What you still need a human for

A lockfile is not an opinion. It does not say whether a prompt is good, whether the new wording is more accurate, whether the temperature change makes sense for a customer-facing surface. It only says that the change was made deliberately and that the on-disk content matches the agreed-upon hash.

The argument for the lockfile is not that it replaces review. The argument is that without it, review of prompt changes does not really happen — the changes are invisible inside other changes. Once they are extracted into a .prompt file and a hash, the diff in a PR is unambiguous: it is the prompt that changed; the reviewer is looking at exactly the artifact that will run. That is the moment review becomes possible.

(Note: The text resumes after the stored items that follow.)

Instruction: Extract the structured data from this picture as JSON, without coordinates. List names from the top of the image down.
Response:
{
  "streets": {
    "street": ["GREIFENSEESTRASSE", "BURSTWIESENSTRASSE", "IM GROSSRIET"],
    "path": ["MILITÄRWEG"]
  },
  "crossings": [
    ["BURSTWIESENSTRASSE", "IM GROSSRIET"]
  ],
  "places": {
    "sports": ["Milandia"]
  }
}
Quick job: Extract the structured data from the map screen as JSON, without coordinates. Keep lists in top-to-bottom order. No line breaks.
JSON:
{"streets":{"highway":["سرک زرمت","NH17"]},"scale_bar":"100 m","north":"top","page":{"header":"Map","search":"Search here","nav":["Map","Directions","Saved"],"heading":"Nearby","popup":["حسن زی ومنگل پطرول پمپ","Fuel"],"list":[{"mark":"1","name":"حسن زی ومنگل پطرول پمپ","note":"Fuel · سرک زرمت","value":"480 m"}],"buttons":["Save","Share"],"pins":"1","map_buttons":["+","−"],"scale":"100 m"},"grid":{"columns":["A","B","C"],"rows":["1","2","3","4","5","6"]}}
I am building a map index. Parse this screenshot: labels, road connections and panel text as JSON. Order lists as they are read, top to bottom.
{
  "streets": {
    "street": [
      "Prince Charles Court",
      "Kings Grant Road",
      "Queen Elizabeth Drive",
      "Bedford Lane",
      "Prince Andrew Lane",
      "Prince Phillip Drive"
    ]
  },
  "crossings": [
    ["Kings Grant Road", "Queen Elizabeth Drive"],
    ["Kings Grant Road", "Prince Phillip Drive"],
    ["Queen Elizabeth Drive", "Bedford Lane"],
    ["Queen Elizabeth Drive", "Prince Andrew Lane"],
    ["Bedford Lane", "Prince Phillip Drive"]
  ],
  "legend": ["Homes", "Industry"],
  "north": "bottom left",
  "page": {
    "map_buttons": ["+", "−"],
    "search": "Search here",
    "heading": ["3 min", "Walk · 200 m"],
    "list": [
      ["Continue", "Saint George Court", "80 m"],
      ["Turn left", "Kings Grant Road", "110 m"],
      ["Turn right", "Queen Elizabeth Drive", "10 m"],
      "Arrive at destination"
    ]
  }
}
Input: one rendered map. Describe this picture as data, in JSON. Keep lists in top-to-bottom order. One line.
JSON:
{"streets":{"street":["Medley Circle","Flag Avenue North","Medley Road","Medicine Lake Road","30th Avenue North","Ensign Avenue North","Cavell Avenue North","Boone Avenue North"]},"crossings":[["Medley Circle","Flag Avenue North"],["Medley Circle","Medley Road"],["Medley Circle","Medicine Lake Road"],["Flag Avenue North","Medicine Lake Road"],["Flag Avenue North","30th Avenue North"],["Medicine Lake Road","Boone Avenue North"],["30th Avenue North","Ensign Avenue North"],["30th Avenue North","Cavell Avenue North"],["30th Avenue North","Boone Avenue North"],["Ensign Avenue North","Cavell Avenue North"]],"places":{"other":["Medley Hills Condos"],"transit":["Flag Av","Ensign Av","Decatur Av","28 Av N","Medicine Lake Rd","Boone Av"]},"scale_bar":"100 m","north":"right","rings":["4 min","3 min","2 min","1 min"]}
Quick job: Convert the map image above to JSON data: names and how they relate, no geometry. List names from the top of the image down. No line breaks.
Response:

Inline prompts drift faster than code because the existing review machinery treats them as code, and the cost-of-attention model that works fine for if/else logic does not survive contact with strings whose effect lives entirely outside the codebase. Pull the strings into a named artifact, hash them, and make the build fail on mismatch. Everything else — eval suites, A/B tests, prompt-engineering ops — works better once the lower layer is solid.